By Susan Sharon
MPBN news story
AUGUSTA, Maine – Business, conservation and municipal leaders, and others lined up at the State House on Thursday to encourage lawmakers to open the door to solar energy.
The state of Maine, they say, is failing to help towns, businesses and homeowners invest in this clean energy resource and is missing out on the creation of good-paying jobs and other benefits as a result. They’re backing a bill that they say could get Maine on the right track.
Maine, it turns out, has abundant sunshine – as good or better than states like Texas and Florida. Over the past few years solar technology and markets have undergone a transformation around the world and in the U.S., leading to a boost in investments in solar energy and huge growth in solar jobs.
But at a news conference at the State House on Thursday, Dylan Voorhees of the Natural Resources Council of Maine said the state is missing out and falling behind.
“Despite a very strong solar resource here in Maine, we’re basically in last place in the Northeast for the amount of solar invested per capita,” Voorhees said. “Maine not only lacks specific policies to encourage solar, but it’s failing to address important barriers that are limiting access to solar for Maine people.”
Among those barriers, says Voorhees, is an arbitrary limit on the number of people who can co-own solar projects. The current limit is 10. Another hurdle is the upfront cost of solar, the initial capital investment. Voorhees say it takes years to get a payback in Maine because of the lack of solar incentives.

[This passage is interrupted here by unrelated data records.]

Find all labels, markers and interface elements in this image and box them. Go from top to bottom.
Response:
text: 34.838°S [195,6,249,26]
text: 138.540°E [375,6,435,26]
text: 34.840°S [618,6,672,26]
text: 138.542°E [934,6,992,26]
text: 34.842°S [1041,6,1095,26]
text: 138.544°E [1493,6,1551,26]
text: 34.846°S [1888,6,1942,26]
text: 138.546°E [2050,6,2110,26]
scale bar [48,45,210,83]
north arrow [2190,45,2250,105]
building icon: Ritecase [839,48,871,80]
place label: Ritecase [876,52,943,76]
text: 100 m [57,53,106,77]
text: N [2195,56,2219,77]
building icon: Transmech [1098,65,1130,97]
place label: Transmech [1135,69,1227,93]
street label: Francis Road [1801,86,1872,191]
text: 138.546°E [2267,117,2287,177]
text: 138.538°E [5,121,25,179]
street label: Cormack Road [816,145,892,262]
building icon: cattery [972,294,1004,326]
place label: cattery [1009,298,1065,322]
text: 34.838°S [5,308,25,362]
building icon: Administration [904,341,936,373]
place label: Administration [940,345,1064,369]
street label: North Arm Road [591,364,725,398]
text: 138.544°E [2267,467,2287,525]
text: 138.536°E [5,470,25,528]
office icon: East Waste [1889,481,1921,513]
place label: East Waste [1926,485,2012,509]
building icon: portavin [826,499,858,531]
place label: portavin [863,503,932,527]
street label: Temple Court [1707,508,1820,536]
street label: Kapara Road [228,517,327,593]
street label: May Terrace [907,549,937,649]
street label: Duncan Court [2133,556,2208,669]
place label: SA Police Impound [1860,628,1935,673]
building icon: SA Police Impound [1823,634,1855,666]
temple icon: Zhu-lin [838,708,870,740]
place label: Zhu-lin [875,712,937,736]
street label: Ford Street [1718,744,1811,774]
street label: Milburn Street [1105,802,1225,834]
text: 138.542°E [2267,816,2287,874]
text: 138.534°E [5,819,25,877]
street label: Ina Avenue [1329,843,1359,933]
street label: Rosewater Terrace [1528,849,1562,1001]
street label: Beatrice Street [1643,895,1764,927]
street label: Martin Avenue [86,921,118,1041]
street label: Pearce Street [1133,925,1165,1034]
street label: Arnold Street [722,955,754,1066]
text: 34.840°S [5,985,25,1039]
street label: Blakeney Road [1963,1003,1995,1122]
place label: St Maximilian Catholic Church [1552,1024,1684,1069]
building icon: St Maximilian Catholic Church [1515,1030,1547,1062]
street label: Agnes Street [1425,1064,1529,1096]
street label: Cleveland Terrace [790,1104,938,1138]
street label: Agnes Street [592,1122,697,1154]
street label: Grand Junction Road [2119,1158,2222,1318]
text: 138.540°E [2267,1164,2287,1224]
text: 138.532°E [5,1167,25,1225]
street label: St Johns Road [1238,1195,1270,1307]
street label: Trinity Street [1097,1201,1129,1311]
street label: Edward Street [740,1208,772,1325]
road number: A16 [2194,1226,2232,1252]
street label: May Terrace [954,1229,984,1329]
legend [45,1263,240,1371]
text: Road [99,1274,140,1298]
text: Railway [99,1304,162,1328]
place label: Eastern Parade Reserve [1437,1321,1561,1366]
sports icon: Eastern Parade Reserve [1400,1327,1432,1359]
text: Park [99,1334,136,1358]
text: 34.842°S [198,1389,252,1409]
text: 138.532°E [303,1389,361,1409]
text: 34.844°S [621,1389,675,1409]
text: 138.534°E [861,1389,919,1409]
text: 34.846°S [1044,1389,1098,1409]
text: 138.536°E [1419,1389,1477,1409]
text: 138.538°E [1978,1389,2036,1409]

An analysis by the NRCM and Revision Energy compares similar residential solar installations in Maine, Massachusetts, New Hampshire and Vermont, and finds that it takes about 14 years in Maine and between five and eight years in the other three states.
“There’s no one solution to this problem,” Voorhees said, “but this bill – Rep. Gideon’s bill, LD 1263 – will play an enormous role in helping increase access to solar by lowering the payback for investments in solar.”
“The legislation would create a solar support system, which we very much need to overcome the high capital cost of solar,” said Kim Kenway, the owner and president of Gouldsboro Solar, a company that has plans for the creation of the largest solar energy facility in Maine, on an abandoned Navy radar site in Hancock County.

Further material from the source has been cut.